Наверное, Семечкин опустил свою длань. Оттого, что ватага, матерясь, осыпала мой образ мягким и зловонным картофелем. Но это не помешало мне ответить.
- Ты вроде бы у нас просвещенный, Коля Семечкин. Картину Иштвана Сабо в оригинале видел. Если помнишь, кивни.
Кто-то засмеялся. Кто-то отрыгнул. Это не помешало мне закончить с ответом.
- Помнишь ли ты, Коля, «Апологию» римского сатирика? Уверен. Помнишь. Тогда отчего бы левиту, способному на такие разрушения, не подтереть вашу кислую бражку?
- Господь оберегает церковь истины.
- Ты о чем? О грязном заблеванном вагоне, или о Вселенской апостольской церкви Иисуса Христа?
Коля подошел ко мне, снял рогожный куль и плюнул в мой образ.
- Вот доказательство! - возопил Николай.
Он предъявил ватаге своих прокаженных инквизиторов какую-то книжку в мягком черном переплете. Коля всегда ворох книг в холщовой сумке таскал. На польском языке, в основном. Лепрозорий за спиной Семечкина бодро покрыл мой образ грязными выражениями. Пока меня материли, я осмотрелся. Я был привязан к доскам какой-то секции с гнилыми овощами. Цементный пол был убран битой пивною посудой и раздавленными картофелинами. В углу хранились древние испражнения. Никелированный, автоматизированный немецкий пивной завод, среди которого сохранилось такое подсобное помещение, можно считать уже русским. Не однажды обвинял ты меня в русофобии, уважаемый читатель. Особенно из той седеющей группы, что спокойно взирала на православные чертоги, где устраивали танцы, хранили зерно и запускали полиграфические станки высокой печати низкой литературы. Когда-то году в 1981-м я по случаю наведался в церковь подмосковного райцентра Новый Иерусалим, где шустрые маляры белили фрески с ликами Богородицы, Иисуса, архангелов и заступников.
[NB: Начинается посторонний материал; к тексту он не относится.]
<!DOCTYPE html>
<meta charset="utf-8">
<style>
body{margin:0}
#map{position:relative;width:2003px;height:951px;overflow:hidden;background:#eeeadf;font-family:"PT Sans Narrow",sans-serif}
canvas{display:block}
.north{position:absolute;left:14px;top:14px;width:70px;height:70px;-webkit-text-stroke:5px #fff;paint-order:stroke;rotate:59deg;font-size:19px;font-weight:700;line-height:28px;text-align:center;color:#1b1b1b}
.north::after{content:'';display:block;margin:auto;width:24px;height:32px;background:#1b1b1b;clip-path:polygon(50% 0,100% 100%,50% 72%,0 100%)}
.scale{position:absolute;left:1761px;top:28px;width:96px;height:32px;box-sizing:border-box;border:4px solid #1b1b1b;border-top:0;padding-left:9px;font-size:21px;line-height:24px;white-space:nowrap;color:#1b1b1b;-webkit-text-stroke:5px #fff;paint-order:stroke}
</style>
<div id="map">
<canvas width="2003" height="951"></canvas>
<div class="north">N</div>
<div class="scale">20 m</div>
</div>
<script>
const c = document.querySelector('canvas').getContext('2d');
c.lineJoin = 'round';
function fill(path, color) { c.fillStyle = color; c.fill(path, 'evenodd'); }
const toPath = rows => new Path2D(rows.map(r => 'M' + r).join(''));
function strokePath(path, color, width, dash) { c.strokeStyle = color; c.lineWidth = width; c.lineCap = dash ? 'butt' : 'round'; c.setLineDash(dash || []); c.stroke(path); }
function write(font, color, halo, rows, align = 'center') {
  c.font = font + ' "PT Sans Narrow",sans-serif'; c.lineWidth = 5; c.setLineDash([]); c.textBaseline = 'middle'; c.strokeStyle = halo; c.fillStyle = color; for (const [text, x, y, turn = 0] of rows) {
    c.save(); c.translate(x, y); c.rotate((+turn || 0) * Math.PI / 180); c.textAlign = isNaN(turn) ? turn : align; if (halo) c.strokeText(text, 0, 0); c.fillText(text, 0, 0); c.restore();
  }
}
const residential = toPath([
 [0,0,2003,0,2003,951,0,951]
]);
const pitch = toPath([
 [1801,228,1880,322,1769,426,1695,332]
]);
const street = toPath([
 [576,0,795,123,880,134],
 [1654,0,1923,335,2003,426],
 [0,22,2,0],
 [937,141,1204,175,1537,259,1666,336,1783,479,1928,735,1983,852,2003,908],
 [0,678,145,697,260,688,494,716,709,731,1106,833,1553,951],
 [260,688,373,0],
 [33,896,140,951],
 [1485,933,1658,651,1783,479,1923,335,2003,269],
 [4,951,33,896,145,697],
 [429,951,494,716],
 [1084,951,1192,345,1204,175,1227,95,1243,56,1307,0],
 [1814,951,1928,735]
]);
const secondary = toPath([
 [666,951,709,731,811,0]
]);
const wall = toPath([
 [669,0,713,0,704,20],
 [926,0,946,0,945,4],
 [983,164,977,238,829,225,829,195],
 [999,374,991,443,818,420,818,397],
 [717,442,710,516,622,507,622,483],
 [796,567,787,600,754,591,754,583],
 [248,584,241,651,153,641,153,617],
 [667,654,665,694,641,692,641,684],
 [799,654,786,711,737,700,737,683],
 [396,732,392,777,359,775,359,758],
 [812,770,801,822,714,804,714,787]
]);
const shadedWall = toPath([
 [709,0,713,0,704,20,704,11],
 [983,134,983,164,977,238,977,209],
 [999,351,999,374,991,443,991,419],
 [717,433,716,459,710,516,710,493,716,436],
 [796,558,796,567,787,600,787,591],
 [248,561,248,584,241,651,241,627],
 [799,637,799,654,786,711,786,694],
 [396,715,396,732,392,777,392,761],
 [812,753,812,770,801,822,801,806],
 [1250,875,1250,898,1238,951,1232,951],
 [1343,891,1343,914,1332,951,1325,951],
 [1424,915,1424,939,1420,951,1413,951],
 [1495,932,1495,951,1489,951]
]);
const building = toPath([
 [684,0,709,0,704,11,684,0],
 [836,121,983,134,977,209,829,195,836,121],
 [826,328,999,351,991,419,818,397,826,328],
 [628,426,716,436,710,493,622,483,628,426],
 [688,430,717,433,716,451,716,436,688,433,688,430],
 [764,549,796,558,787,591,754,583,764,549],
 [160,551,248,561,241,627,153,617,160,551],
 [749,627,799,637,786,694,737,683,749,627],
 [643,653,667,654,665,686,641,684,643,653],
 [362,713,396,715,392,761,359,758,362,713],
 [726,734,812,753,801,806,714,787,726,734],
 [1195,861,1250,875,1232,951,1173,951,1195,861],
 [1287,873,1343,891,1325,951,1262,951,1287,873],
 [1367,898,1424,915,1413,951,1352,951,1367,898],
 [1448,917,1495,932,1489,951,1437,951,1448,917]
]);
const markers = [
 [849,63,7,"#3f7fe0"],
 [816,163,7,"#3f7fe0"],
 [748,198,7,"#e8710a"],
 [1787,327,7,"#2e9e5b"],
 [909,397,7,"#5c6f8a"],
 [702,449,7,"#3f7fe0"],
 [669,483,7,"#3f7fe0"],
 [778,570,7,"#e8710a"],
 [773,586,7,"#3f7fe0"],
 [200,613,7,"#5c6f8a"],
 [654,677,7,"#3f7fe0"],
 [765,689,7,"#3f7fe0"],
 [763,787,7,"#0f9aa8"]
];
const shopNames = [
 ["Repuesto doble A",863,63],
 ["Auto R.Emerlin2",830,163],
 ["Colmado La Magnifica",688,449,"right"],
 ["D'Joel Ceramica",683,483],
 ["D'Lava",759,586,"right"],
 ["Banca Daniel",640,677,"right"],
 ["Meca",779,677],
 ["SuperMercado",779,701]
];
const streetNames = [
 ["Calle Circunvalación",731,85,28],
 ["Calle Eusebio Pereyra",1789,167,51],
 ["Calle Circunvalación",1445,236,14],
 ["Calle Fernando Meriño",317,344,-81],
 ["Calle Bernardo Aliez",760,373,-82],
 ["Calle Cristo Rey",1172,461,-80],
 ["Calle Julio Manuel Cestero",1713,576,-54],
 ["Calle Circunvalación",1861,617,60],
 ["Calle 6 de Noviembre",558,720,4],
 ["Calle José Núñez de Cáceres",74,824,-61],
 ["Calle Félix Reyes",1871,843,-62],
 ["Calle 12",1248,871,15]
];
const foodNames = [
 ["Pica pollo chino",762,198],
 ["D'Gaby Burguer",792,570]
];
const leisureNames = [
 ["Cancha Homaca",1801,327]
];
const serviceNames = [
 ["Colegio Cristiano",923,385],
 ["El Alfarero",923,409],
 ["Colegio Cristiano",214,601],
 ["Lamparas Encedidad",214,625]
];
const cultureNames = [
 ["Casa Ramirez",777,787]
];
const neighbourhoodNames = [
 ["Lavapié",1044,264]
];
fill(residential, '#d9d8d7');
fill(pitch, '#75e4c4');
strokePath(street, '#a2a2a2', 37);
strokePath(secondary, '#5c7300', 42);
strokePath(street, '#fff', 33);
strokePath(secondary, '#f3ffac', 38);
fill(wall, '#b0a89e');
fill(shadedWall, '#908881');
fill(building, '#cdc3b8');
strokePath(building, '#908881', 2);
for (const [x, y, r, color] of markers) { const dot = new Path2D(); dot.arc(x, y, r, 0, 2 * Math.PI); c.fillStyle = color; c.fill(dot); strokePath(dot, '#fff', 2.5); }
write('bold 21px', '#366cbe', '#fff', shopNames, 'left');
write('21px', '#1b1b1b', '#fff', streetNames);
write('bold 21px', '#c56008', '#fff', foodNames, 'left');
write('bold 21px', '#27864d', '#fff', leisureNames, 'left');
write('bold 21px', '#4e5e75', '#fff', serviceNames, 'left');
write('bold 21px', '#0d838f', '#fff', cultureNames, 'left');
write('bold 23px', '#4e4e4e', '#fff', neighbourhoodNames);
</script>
- Зачем вы фрески замазываете известью? - спросил я маляров.
- Как же! - отозвался с качелей более общительный работник из бригады русских мазил (не узбекских, не азербайджанских, не туркменских и не вьетнамских). - Или не слышал? Эх ты, чурка! Москва, она ж белокаменная!
Чревоугодник дождался, когда иссякнет поток частных матерных определений по моему адресу, и зачитал вслух почему-то из той же «польской» книжки обвинительное заключение.
- Архангел Гавриил испепелит тебя, жалкий фарисей. И скатает он из праха твоего черный снежок, и забросит в преисподнюю адскому вратарю. Ты сгоришь ночью. Медленно.
Почему-то меня не испугал ни его приговор, ни одобрительные вопли пьяного сборища хлыстов. Усмешка покойного альбиноса кидала меня в дрожь, но Коля Семечкин попросту не способен был меня напугать.